Data to process
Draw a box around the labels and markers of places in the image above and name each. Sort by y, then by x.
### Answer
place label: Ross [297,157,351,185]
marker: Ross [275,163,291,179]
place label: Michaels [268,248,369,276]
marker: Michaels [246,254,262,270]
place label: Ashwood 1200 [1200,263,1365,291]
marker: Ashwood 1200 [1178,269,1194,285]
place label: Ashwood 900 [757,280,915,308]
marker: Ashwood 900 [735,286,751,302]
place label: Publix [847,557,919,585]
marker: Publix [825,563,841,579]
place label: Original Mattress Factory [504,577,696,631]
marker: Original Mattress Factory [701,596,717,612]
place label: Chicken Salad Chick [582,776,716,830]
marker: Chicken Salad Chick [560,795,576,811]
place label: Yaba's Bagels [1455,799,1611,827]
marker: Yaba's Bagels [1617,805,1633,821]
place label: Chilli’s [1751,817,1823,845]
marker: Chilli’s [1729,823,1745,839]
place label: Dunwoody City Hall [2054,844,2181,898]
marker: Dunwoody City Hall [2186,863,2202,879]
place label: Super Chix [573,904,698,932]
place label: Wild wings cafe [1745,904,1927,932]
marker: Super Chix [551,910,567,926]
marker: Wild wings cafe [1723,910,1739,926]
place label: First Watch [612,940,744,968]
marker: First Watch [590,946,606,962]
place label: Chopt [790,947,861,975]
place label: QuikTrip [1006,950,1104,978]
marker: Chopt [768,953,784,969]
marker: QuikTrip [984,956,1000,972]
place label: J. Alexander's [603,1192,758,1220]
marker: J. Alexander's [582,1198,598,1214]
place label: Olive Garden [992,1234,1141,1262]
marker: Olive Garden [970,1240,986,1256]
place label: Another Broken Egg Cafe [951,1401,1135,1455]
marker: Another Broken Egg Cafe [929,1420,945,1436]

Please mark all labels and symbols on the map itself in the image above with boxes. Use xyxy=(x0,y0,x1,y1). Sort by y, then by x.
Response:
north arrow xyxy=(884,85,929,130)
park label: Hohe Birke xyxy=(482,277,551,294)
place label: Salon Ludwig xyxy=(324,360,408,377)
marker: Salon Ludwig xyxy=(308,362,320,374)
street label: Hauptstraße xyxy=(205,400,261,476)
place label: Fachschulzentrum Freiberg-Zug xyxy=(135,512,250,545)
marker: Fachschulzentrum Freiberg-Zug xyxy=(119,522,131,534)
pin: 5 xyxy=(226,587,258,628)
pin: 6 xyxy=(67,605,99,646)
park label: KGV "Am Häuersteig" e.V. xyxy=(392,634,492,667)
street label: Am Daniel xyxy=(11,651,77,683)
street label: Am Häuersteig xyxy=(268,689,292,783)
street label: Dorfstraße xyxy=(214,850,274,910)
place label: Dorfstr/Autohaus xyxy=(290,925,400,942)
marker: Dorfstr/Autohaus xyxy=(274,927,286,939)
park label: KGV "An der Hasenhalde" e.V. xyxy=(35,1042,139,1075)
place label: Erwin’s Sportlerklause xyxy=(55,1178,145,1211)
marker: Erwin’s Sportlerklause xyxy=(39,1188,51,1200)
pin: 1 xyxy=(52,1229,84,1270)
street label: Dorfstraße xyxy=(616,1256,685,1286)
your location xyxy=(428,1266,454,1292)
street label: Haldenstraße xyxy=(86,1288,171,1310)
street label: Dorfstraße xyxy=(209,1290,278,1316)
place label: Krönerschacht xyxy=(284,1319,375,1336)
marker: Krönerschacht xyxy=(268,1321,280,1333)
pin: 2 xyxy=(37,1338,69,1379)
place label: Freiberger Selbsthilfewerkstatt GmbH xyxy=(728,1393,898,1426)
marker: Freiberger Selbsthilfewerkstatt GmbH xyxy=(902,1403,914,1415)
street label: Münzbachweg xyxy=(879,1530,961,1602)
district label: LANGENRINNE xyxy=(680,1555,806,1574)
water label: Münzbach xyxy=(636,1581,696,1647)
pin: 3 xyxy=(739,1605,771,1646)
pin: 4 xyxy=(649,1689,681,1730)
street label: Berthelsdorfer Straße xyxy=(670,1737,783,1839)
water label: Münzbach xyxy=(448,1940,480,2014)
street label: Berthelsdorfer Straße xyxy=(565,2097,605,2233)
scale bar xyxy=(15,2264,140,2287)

Task requirements
Each line above should appear again, reproduced exactly.

Response for this exercise
Draw a box around the labels and markers of places in the image above and name each. Sort by y, then by x.
### Answer
place label: Ross [297,157,351,185]
marker: Ross [275,163,291,179]
place label: Michaels [268,248,369,276]
marker: Michaels [246,254,262,270]
place label: Ashwood 1200 [1200,263,1365,291]
marker: Ashwood 1200 [1178,269,1194,285]
place label: Ashwood 900 [757,280,915,308]
marker: Ashwood 900 [735,286,751,302]
place label: Publix [847,557,919,585]
marker: Publix [825,563,841,579]
place label: Original Mattress Factory [504,577,696,631]
marker: Original Mattress Factory [701,596,717,612]
place label: Chicken Salad Chick [582,776,716,830]
marker: Chicken Salad Chick [560,795,576,811]
place label: Yaba's Bagels [1455,799,1611,827]
marker: Yaba's Bagels [1617,805,1633,821]
place label: Chilli’s [1751,817,1823,845]
marker: Chilli’s [1729,823,1745,839]
place label: Dunwoody City Hall [2054,844,2181,898]
marker: Dunwoody City Hall [2186,863,2202,879]
place label: Super Chix [573,904,698,932]
place label: Wild wings cafe [1745,904,1927,932]
marker: Super Chix [551,910,567,926]
marker: Wild wings cafe [1723,910,1739,926]
place label: First Watch [612,940,744,968]
marker: First Watch [590,946,606,962]
place label: Chopt [790,947,861,975]
place label: QuikTrip [1006,950,1104,978]
marker: Chopt [768,953,784,969]
marker: QuikTrip [984,956,1000,972]
place label: J. Alexander's [603,1192,758,1220]
marker: J. Alexander's [582,1198,598,1214]
place label: Olive Garden [992,1234,1141,1262]
marker: Olive Garden [970,1240,986,1256]
place label: Another Broken Egg Cafe [951,1401,1135,1455]
marker: Another Broken Egg Cafe [929,1420,945,1436]

Please mark all labels and symbols on the map itself in the image above with boxes. Use xyxy=(x0,y0,x1,y1). Sort by y, then by x.
Response:
north arrow xyxy=(884,85,929,130)
park label: Hohe Birke xyxy=(482,277,551,294)
place label: Salon Ludwig xyxy=(324,360,408,377)
marker: Salon Ludwig xyxy=(308,362,320,374)
street label: Hauptstraße xyxy=(205,400,261,476)
place label: Fachschulzentrum Freiberg-Zug xyxy=(135,512,250,545)
marker: Fachschulzentrum Freiberg-Zug xyxy=(119,522,131,534)
pin: 5 xyxy=(226,587,258,628)
pin: 6 xyxy=(67,605,99,646)
park label: KGV "Am Häuersteig" e.V. xyxy=(392,634,492,667)
street label: Am Daniel xyxy=(11,651,77,683)
street label: Am Häuersteig xyxy=(268,689,292,783)
street label: Dorfstraße xyxy=(214,850,274,910)
place label: Dorfstr/Autohaus xyxy=(290,925,400,942)
marker: Dorfstr/Autohaus xyxy=(274,927,286,939)
park label: KGV "An der Hasenhalde" e.V. xyxy=(35,1042,139,1075)
place label: Erwin’s Sportlerklause xyxy=(55,1178,145,1211)
marker: Erwin’s Sportlerklause xyxy=(39,1188,51,1200)
pin: 1 xyxy=(52,1229,84,1270)
street label: Dorfstraße xyxy=(616,1256,685,1286)
your location xyxy=(428,1266,454,1292)
street label: Haldenstraße xyxy=(86,1288,171,1310)
street label: Dorfstraße xyxy=(209,1290,278,1316)
place label: Krönerschacht xyxy=(284,1319,375,1336)
marker: Krönerschacht xyxy=(268,1321,280,1333)
pin: 2 xyxy=(37,1338,69,1379)
place label: Freiberger Selbsthilfewerkstatt GmbH xyxy=(728,1393,898,1426)
marker: Freiberger Selbsthilfewerkstatt GmbH xyxy=(902,1403,914,1415)
street label: Münzbachweg xyxy=(879,1530,961,1602)
district label: LANGENRINNE xyxy=(680,1555,806,1574)
water label: Münzbach xyxy=(636,1581,696,1647)
pin: 3 xyxy=(739,1605,771,1646)
pin: 4 xyxy=(649,1689,681,1730)
street label: Berthelsdorfer Straße xyxy=(670,1737,783,1839)
water label: Münzbach xyxy=(448,1940,480,2014)
street label: Berthelsdorfer Straße xyxy=(565,2097,605,2233)
scale bar xyxy=(15,2264,140,2287)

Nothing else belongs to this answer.